Jennifer Waldron specializes in the fields of Renaissance drama and post-Reformation religious controversy in England. Her interests include comparative media studies, ritual and performance theory, and histories of gender and the body. Waldron received her BA in Comparative Literature (French, Spanish, and English) from Oberlin College, her MA in English Literature from New York University, and her PhD from Princeton University. Her first book, Reformations of the Body: Idolatry, Sacrifice, and Early Modern Theater, reexamines secularization narratives about Elizabethan and Jacobean drama in light of Protestant investments in the sacramental and symbolic powers of the human body. Her current book project, Shakespeare and the Sense of Scale, takes up Shakespeare’s career-long exploration of the power of language to produce scalar effects, from concrete sensory experiences of space and time to complex models of collectivity and individuality. She recently completed a piece titled “Bare Stage and Manga Page: Scalar Mediation and Shakespeare’s Tempest,” for “Shakespeare and Comics,” a collection edited by Brandon Christopher and Jim Casey. She also co-edited, with Wendy Beth Hyman, a forthcoming special issue of the journal English Literary Renaissance, titled "Theorizing Early Modern Fictions.

Research and Publications

“The Politics of Scale in Shakespeare’s Henry V: Fiction, History, Theater,” forthcoming in “Theorizing Early Modern Fictions,” a special issue of English Literary Renaissance 52.3 (Autumn 2022).

“Introduction: Interstitial Fictions” (co-written with Wendy Beth Hyman), forthcoming in “Theorizing Early Modern Fictions,” a special issue of English Literary Renaissance 52.3 (Autumn 2022).

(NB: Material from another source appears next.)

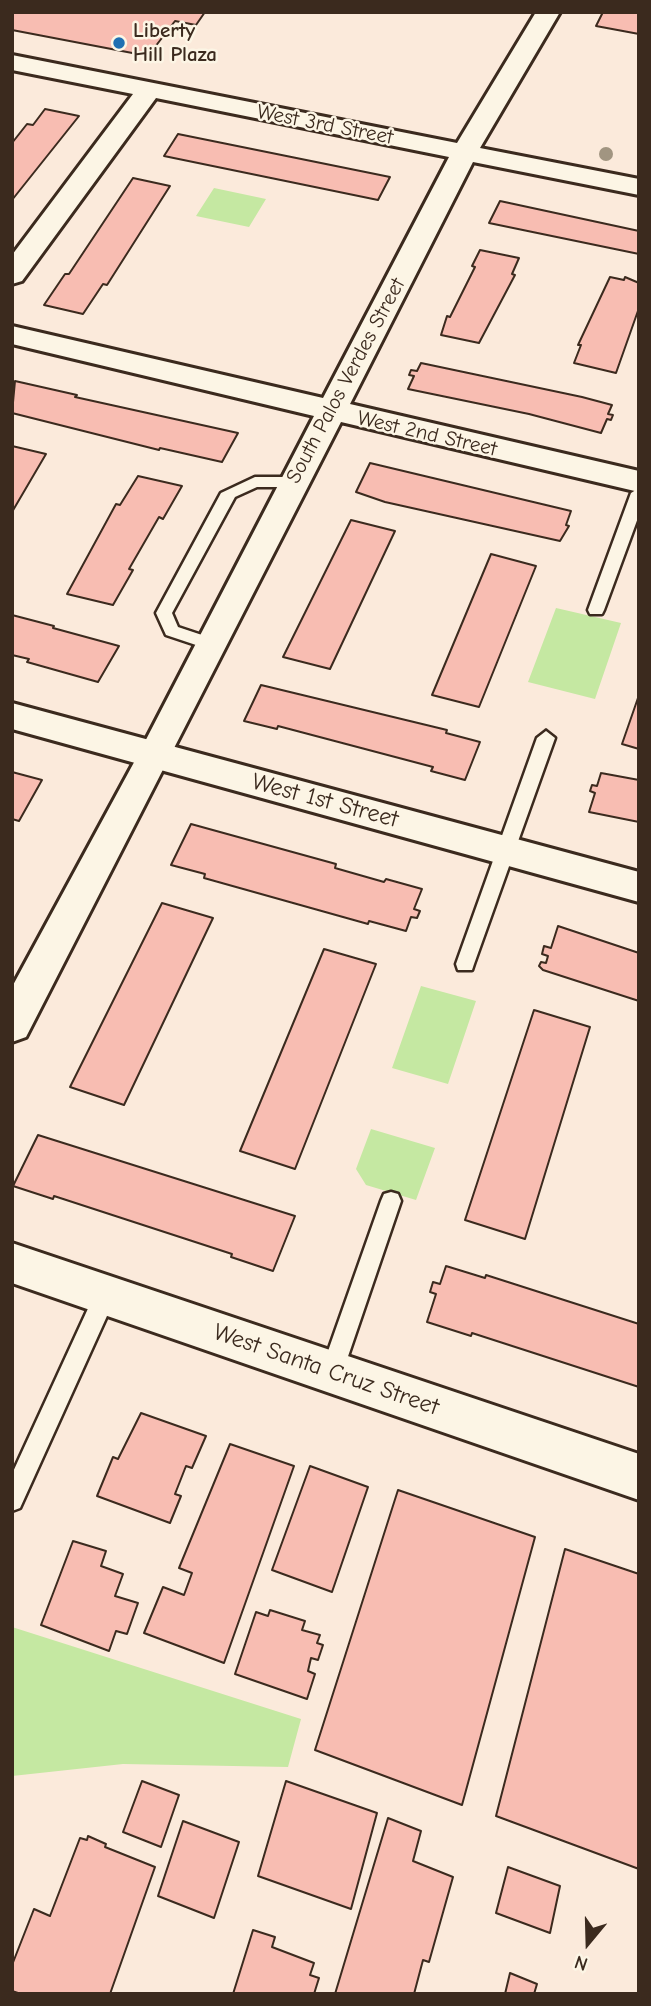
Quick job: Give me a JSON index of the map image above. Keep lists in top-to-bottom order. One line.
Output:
{"streets":{"street":["West 3rd Street","South Palos Verdes Street","West 2nd Street","West 1st Street","West Santa Cruz Street"]},"crossings":[["West 3rd Street","South Palos Verdes Street"],["South Palos Verdes Street","West 2nd Street"],["South Palos Verdes Street","West 1st Street"]],"places":["Liberty Hill Plaza"],"north":"bottom"}
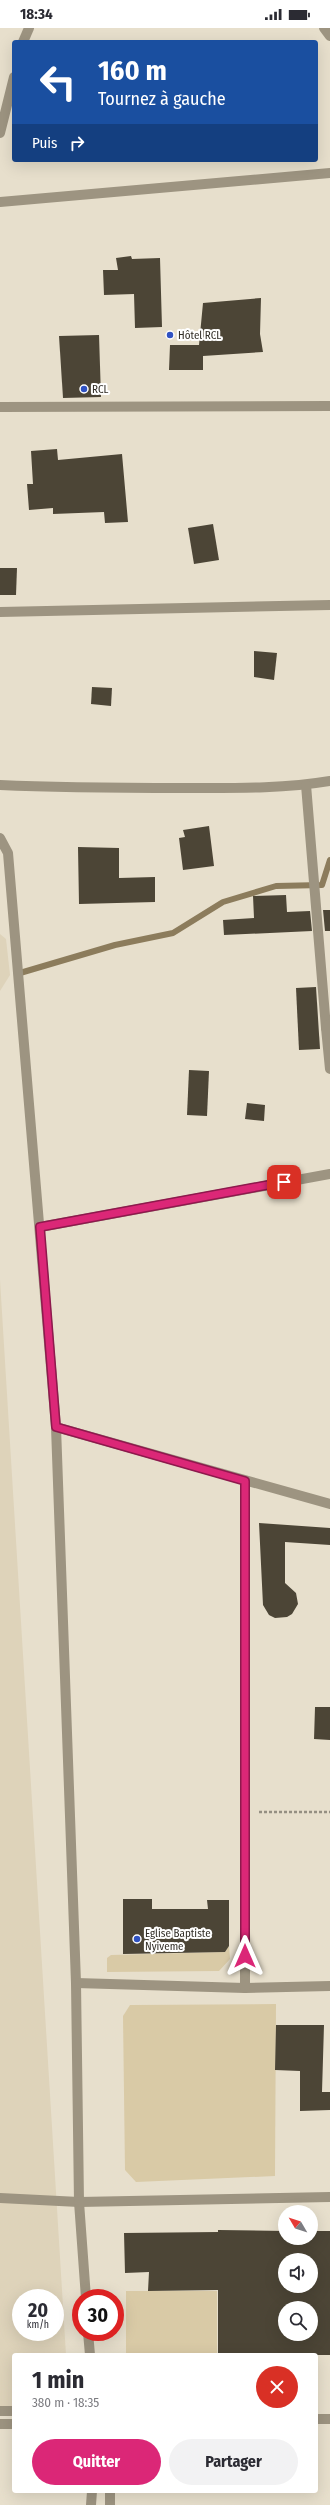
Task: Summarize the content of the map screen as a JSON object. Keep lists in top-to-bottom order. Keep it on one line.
{"places":["Hôtel RCL","RCL","Eglise Baptiste Nyiveme"],"north":"top left","page":{"status":"18:34","turn":["160 m","Tournez à gauche"],"then":"Puis","speed":"20 km/h","limit":"30","heading":["1 min","380 m · 18:35"],"buttons":["Quitter","Partager"]}}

“Then Face to Face: Timing Trust in Macbeth,” in Face to Face in Shakespearean Drama: Ethics, Performance, Philosophy, edited by Matthew Smith and Julia R. Lupton (Edinburgh University Press, 2019).

“Dead Likenesses and Sex Machines: Shakespearean Media Theory,” for A Handbook of Shakespeare, Gender, and Embodiment (Oxford, 2016), edited by Valerie Traub.

Reformations of the Body: Idolatry, Sacrifice, and Early Modern Theater (Palgrave Macmillan, 2013).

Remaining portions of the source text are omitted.